Actually, servers and browsers implemented many of the features in HTTP/1.0 before it became a standard. This was due to the unprecedented growth in demand for the Web and Web services. The standardisation was done a posteriori.

2. HTTP/1.1: The New Draft Standard

Not wanting to be caught the next time, leading Web experts started work on HTTP/1.1 while 1.0 was on the standardisation track. HTTP/1.1 was designed to address some of the shortcomings of HTTP/1.0.

The most important changes between HTTP/1.0 and HTTP/1.1 are explained in the sections that follow.

HTTP and Internet Resources

A bit of background first: HTTP runs on top of TCP (Transmission Control Protocol), which is a stream protocol on top of IP (Internet Protocol). TCP is good because it guarantees delivery of the data, and that the data will arrive in order; or else will notify the sender that an exception has occurred. Thus servers and clients do not have to program mechanisms for data loss detection and data retransmission, which simplifies the code. However, HTTP does not have the notion of a session, as the FTP (File Transfer Protocol) [3] does. In fact, HTTP has been succinctly described as a hit-and-run protocol. Each Web page fetched involves establishing a connection to a server, transferring the data and tearing down the connection. Actually it's worse than that because a Web page may include graphics and each graphic is a separate document. The average Web document tends to be short, the average size according to a survey by Tim Bray published in the World Wide Web Journal [4] is around 7000 bytes. Thus the establishment and teardown of a TCP connection, which involve protocol handshakes[5] consisting of several packets back and forth and thus a few round-trip times, becomes a significant overhead.

When HTTP was invented at CERN, nobody could have predicted the popularity the Web would achieve. In 1995, on the Merit network, HTTP became the leading IP protocol by request volume, overtaking both FTP, and the combination of all the other TCP/UDP protocols, which includes SMTP (Mail). It is highly likely that these findings extrapolate well to the rest of the Internet. Therefore any improvements to HTTP will help ease the demand on network resources (file descriptors, buffers, control blocks, etc) along the transmission path.

Many proposals were discussed in forums such as the WWW-talk list. The features implemented in HTTP/1.1 that are directed towards making Internet usage more efficient are persistent connections, chunked encoding, byte ranges and caching. In addition, the non-IP virtual hosting feature will ease the demand on IP addresses.

Persistent connections

In HTTP/1.0 the end of the document is signalled either by the client reading the number of bytes specified in the Content-Length header or a connection close from the server. In HTTP/1.1, by default, the server does not close the connection at the end of document transfer but keeps the connection open, just in case a new request comes in soon afterwards. This will be the case when a set of related pages are fetched from the same server by a single client. If no request comes in after a certain (configurable) time period, the connection is closed. However if the client sends the header field Connection: close, then the connection is closed after the request has been satisfied.

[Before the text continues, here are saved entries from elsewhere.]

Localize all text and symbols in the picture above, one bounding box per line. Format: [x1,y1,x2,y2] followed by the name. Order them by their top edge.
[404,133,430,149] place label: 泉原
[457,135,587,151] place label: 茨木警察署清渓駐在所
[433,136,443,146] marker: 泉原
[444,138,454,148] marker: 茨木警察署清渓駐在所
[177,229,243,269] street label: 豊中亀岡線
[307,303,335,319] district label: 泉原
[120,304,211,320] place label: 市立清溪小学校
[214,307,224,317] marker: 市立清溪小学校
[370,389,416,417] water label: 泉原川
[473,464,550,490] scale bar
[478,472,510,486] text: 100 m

With persistent connections it is necessary to delimit each transfer by using the Content-Length header so this is no longer optional. However there are some circumstances where the server cannot know the length of the data ahead of time; or the data is dynamically generated and the server cannot or does not wish to buffer the data to find the length; or the data is of unbounded length, for example, a stream of continuous data refreshing the display at regular intervals. In such cases, the server can use the new chunked encoding method. This method sends the response in pieces, each enclosed in a MIME [6] envelope.

Persistent connections have another advantage. Clients can take advantage of pipelining, that is, sending the next request immediately following the previous one without waiting for the reply to the previous request to completely arrive. The server is still required to service the requests in order. This saves round-trip times and TCP packets and is of great benefit over high-latency links. A more detailed discussion of persistent connections is in Section 3 of this paper.

Persistent connections are activated only when the client indicates that it can handle HTTP/1.1 replies by sending a HTTP/1.1 request.

Byte ranges

Byte ranges allow a part of a resource to be sent. The client specifies the byte offsets of the start and end of the piece or pieces of the resource required.

Probably the most common use will be for resuming interrupted transfers. However clients can use it in any way appropriate, such as transferring parts of structured documents. For example, a client might first request the description section of a word processing file, decide which pages are desired and request only those pages. Again this feature reduces unnecessary traffic.

Full URLs

Many people want to run more than one Web server on a host. This is called virtual hosting. For example an Internet mall might have 1000 businesses, each wanting their own home page. For technical reasons, it's better to have one server or set of servers pool their resources to handle all the requests to the different virtual hosts rather than start a separate server for each virtual host. Thus, the server has to have a way of knowing which virtual host is addressed when the request comes in.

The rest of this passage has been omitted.